Pigs don’t live on an island


Annechien ten Have-Mellema

I wrote my first blog post (for a Dutch trade newsletter) on ending the castration of pigs in Week 50 of 2006. I gave my opinion on the ‘island mentality’ of the large majority of the Netherlands’ Lower House MPs discussing the budget of the Ministry of Agriculture. I was surprised
that during a debate on the government’s budget animal welfare was almost the sole subject of discussion. At no time were the effects for the pork chain referred to. The Netherlands’ Lower House stubbornly persisted in focusing on animal welfare, as if the pigs lived on an island, completely forgetting that there is also a pig reality on the ‘mainland’.
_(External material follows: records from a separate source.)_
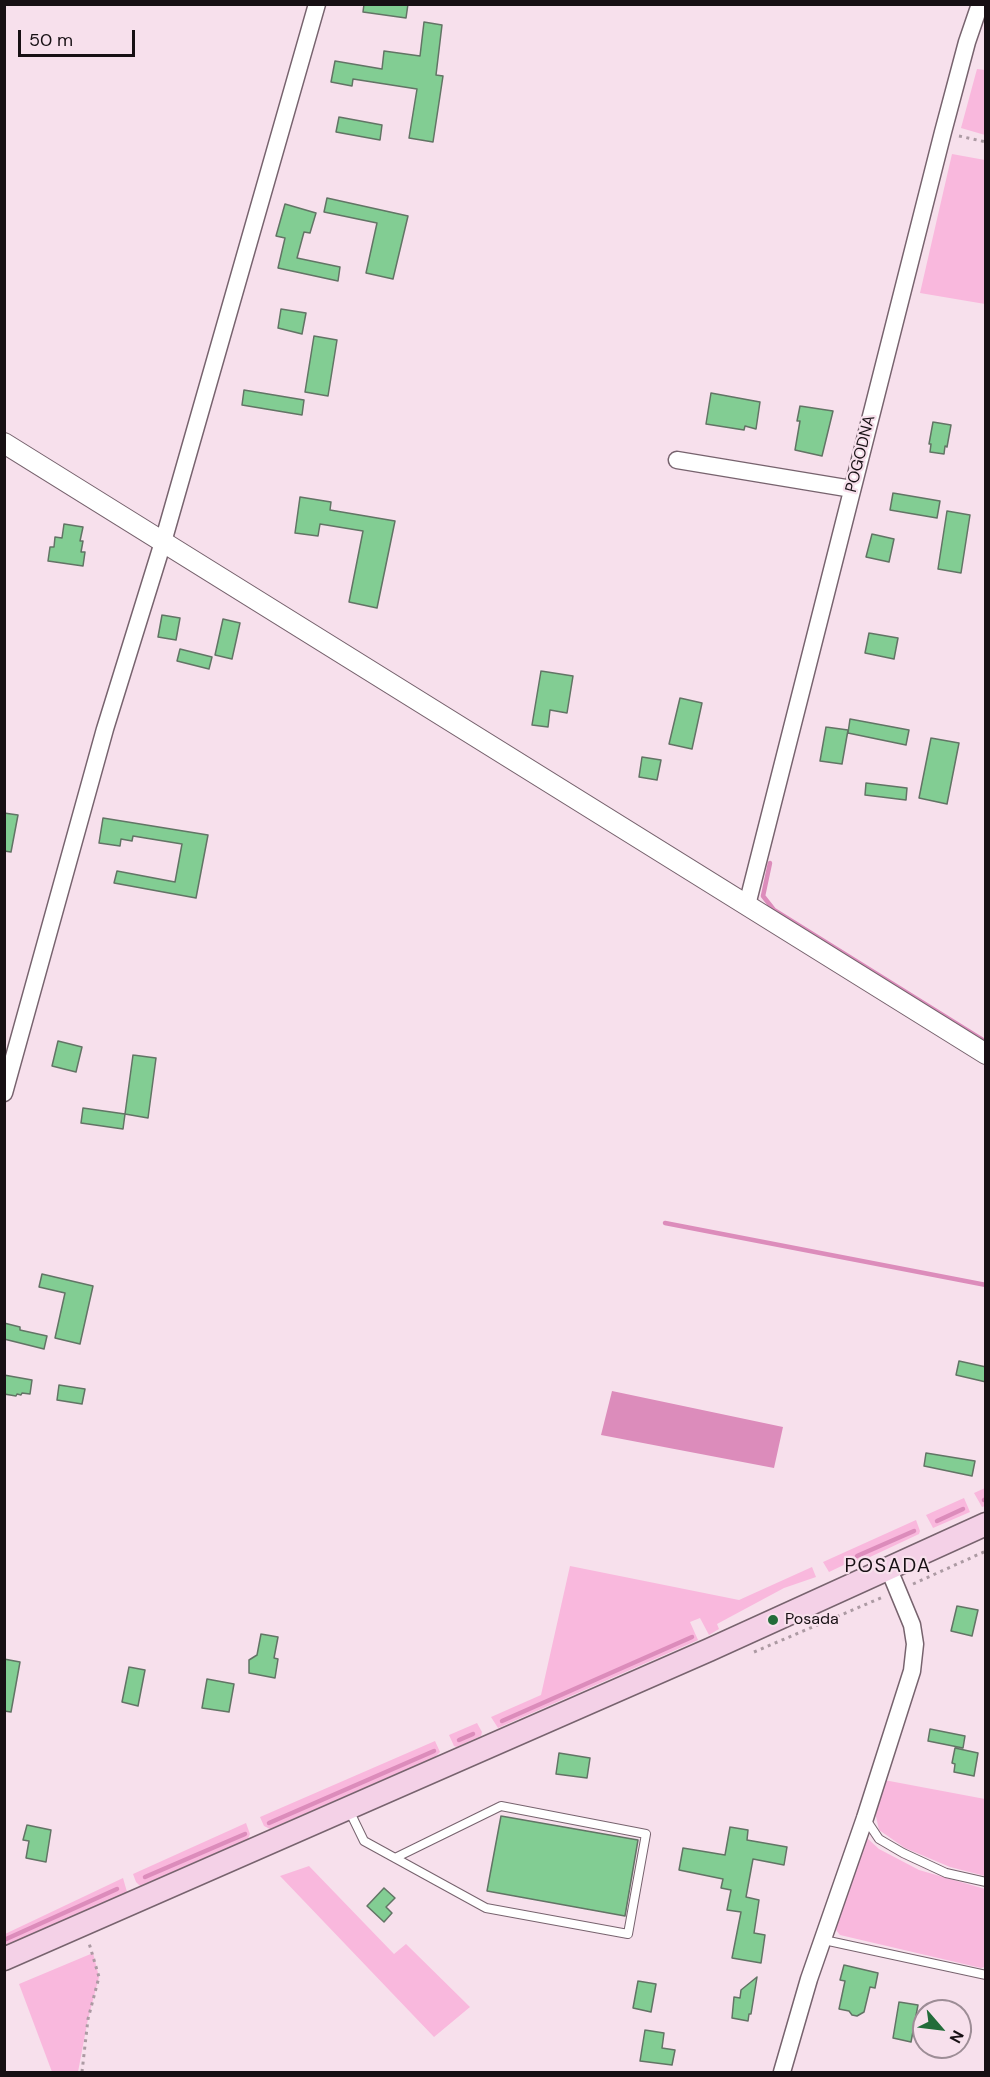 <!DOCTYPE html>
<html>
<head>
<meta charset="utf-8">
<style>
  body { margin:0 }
  #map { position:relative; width:990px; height:2077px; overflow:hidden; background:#f7e0ec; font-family:"DM Sans",sans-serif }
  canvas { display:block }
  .frame { position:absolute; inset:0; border:6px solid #171014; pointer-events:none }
  .north { position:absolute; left:912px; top:1999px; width:60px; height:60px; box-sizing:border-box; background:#f7e0ec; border:2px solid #9d8d96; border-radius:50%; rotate:118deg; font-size:16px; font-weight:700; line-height:24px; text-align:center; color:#171014 }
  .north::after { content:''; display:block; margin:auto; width:21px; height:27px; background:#236c3a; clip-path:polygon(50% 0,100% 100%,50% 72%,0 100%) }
  .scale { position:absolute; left:18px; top:30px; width:117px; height:27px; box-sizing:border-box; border:3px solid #171014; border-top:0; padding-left:8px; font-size:18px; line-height:21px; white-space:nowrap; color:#171014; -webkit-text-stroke:4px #f7e0ec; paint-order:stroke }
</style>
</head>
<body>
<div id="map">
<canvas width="990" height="2077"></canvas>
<div class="frame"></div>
<div class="north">N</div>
<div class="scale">50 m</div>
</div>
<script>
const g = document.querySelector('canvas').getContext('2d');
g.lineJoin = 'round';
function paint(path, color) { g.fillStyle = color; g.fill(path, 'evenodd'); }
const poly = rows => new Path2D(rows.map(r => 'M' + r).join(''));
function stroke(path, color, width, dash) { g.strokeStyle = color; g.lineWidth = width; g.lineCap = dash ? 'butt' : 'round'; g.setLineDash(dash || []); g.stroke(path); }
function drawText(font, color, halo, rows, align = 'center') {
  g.font = font + ' "DM Sans",sans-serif'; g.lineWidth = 4.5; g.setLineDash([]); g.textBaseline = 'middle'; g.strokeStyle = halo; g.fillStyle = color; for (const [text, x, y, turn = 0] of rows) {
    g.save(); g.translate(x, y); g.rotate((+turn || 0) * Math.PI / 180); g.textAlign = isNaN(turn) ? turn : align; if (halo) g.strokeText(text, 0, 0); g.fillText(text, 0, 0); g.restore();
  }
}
paint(poly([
  [977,69,985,70,985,135,961,128],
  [952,154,985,160,985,304,920,293],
  [985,1488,985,1506,982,1507,974,1493],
  [964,1498,970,1512,933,1528,932,1526,926,1515],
  [916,1520,920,1531,919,1534,853,1565,850,1562,829,1572,823,1562],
  [570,1566,739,1600,812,1567,816,1577,784,1588,717,1624,719,1629,709,1635,700,1618,690,1622,698,1640,696,1641,498,1728,491,1717,541,1695],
  [477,1723,482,1732,481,1736,457,1747,454,1746,449,1735],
  [435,1741,440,1752,435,1757,270,1829,264,1826,260,1817],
  [884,1780,985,1799,985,1876,950,1867,905,1848,879,1830,875,1812],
  [246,1823,250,1834,248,1839,140,1886,136,1882,133,1874],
  [867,1838,879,1849,919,1870,985,1889,985,1967,981,1968,840,1935,836,1930,841,1908],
  [309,1866,394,1954,406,1944,470,2007,434,2037,280,1876],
  [123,1878,127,1892,5,1946,5,1934],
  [93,1953,99,1977,88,2019,78,2072,52,2072,19,1984]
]), '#f9b8dd');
paint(poly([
  [612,1391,783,1427,774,1468,601,1435]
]), '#dc8cbb');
stroke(poly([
  [770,863,763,896,774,910,986,1042],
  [665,1223,986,1285],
  [984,1500,986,1499],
  [937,1521,963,1509],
  [857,1556,914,1531],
  [502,1721,692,1637],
  [459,1740,473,1734],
  [269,1823,434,1751],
  [145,1877,245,1834],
  [4,1940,117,1889]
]), '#dc8cbb', 4.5);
const building = poly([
  [364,4,408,4,406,18,363,12,364,4],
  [424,22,442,25,436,75,443,76,433,142,409,138,417,89,353,79,352,86,331,82,335,61,382,69,384,51,420,56,424,22],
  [339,117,382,125,380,140,336,132,339,117],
  [327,198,408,216,393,279,366,273,377,223,324,212,327,198],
  [285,204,316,213,310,233,304,232,297,258,340,267,338,281,278,268,285,238,276,236,285,204],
  [281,309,306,313,302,334,278,328,281,309],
  [314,336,337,340,328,396,305,392,314,336],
  [244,390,304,400,302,415,242,405,244,390],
  [711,393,760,402,756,429,745,426,744,430,706,424,711,393],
  [800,406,833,411,822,456,795,450,800,421,797,421,800,406],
  [933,422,951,425,947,447,945,446,944,454,930,452,931,444,929,444,933,422],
  [893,493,940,501,937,518,890,510,893,493],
  [300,497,331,502,330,510,395,521,377,608,349,602,363,531,320,524,318,536,295,533,300,497],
  [947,511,970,515,961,573,938,569,947,511],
  [64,524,83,527,80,541,83,541,81,552,85,552,83,566,48,561,50,547,54,547,55,537,62,538,64,524],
  [872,534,894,539,889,562,866,557,872,534],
  [162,615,180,618,176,640,158,637,162,615],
  [223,619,240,623,232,659,215,655,223,619],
  [869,633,898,638,894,659,865,653,869,633],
  [180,649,212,657,209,669,177,661,180,649],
  [541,671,573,676,567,713,550,710,548,727,532,725,541,671],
  [680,698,702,703,692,749,669,744,680,698],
  [850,719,909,730,906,745,848,733,850,719],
  [826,727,848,730,842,764,820,761,826,727],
  [931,738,959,743,947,804,919,798,931,738],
  [642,757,661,760,657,780,639,777,642,757],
  [866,783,907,788,906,800,865,795,866,783],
  [4,813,18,815,11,852,4,851,4,813],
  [103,818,208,835,196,898,114,883,117,871,175,882,182,844,133,836,132,841,121,839,120,846,99,843,103,818],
  [58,1041,82,1047,76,1072,52,1066,58,1041],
  [133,1055,156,1058,148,1118,125,1114,133,1055],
  [83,1108,125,1114,123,1129,81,1123,83,1108],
  [42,1274,93,1286,80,1344,55,1338,65,1293,39,1287,42,1274],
  [4,1323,20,1327,20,1330,47,1336,44,1349,4,1339,4,1323],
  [959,1361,986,1367,986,1382,956,1375,959,1361],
  [4,1375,32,1380,30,1394,22,1393,21,1395,17,1394,16,1396,4,1394,4,1375],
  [59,1385,85,1389,82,1404,57,1400,59,1385],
  [926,1453,975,1461,972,1476,924,1466,926,1453],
  [957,1606,978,1610,972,1636,951,1631,957,1606],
  [261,1634,278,1637,274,1658,278,1659,275,1678,249,1673,249,1660,257,1655,261,1634],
  [4,1659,20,1662,11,1712,4,1711,4,1659],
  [129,1667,145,1670,138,1706,122,1702,129,1667],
  [207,1679,234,1684,229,1712,202,1708,207,1679],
  [930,1729,965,1736,963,1748,928,1741,930,1729],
  [955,1748,978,1753,974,1776,954,1772,955,1764,952,1763,955,1748],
  [559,1753,590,1758,587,1778,556,1774,559,1753],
  [501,1816,638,1840,625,1916,487,1891,501,1816],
  [27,1825,51,1830,46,1862,26,1858,29,1841,23,1840,27,1825],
  [730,1827,748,1830,747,1840,787,1847,784,1865,753,1859,746,1897,759,1900,754,1933,765,1935,761,1963,732,1958,741,1912,727,1910,731,1890,721,1888,723,1879,679,1870,683,1848,725,1855,730,1827],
  [384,1888,395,1898,386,1907,392,1913,384,1922,367,1906,384,1888],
  [844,1965,878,1973,875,1988,870,1987,864,2012,857,2016,852,2015,849,2011,839,2009,845,1981,840,1980,844,1965],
  [757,1977,751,2014,749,2014,748,2021,732,2018,734,1997,740,1998,741,1990,757,1977],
  [638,1981,656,1984,651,2012,633,2008,638,1981],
  [899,2002,918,2005,911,2042,893,2038,899,2002],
  [645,2030,664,2033,662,2048,675,2050,672,2065,640,2061,645,2030]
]);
paint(building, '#82cd93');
stroke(building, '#627465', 1.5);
const service = poly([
  [348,1808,364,1841,486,1908,628,1934,646,1834,501,1806,395,1858],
  [865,1818,879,1839,903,1853,946,1873,986,1882],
  [824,1940,986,1975]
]);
const minor = poly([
  [677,460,852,489],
  [747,905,943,132,967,42,980,4],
  [4,1093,105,729,163,542,317,4],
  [782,2072,809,1979,865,1818,912,1671,915,1644,912,1625,888,1567]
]);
const tertiary = poly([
  [4,443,986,1054]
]);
const secondary = poly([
  [4,1959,709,1650,986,1524]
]);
stroke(service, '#77636e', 10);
stroke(minor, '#77636e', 19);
stroke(tertiary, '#77636e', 22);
stroke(secondary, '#77636e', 25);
stroke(poly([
  [959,136,986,142],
  [913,1584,986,1551],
  [754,1652,883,1597],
  [82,2072,88,2019,99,1977,89,1943]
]), '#ac9aa3', 3, [3, 4.5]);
stroke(service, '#fff', 8);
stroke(minor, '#fff', 16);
stroke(tertiary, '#fff', 20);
stroke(secondary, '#f4d1e7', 22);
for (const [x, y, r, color] of [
  [773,1620,6,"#236c3a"]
]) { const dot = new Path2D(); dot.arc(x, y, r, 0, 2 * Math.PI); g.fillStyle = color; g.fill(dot); stroke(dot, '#f7e0ec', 2); }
drawText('16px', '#171014', '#f7e0ec', [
  ["POGODNA",861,454,-76]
]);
drawText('16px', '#171014', '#f7e0ec', [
  ["Posada",785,1620]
], 'left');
g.letterSpacing = '1.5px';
drawText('20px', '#171014', '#f7e0ec', [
  ["POSADA",888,1567]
]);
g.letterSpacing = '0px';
</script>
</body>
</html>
In Week 49 of 2007, I proudly wrote that agreement had been reached with all the parties in the Dutch pork production chain: the so-called Noordwijk Declaration. It was agreed that our goal would be to end castrating pigs in the Netherlands by 2015. An ambitious plan which entailed considerable uncertainty with regard to feasibility and the knock-on effects.

At the close of 2012, I briefly took stock and saw that great strides had been made in the Netherlands. Almost half the pigs in the country are no longer castrated. In the Netherlands, retailers have made the transition to pork from uncastrated animals. However, abroad there are clearly problems on the sales side. Pork buyers often have cold feet and demand meat that originates from piglets that have been castrated. Complete with financial penalties for those who supply meat from uncastrated animals. I refer to them as ‘island inhabitants with a limited perspective’.

In 2012, Europe announced its strategy for animal welfare for the period up until 2015. The Commission’s new strategy is cross border. The market and consumers are leading. It also emphatically takes the economic effects into account. The strategy’s subtitle is: ‘Everyone is responsible’. With this, the EU indicates that pigs don’t live on an island and that ending castration is a joint effort which everyone, from the pig farmers right the way through to retailers and consumers, is responsible for.

In the Netherlands, retailers have made immense progress in collaboration with the Declaration of Noordwijk partners. It is now very important to take the same steps in other European countries so that Europe ceases to consist of islands and becomes a sturdy mainland when it comes to castrating our pigs.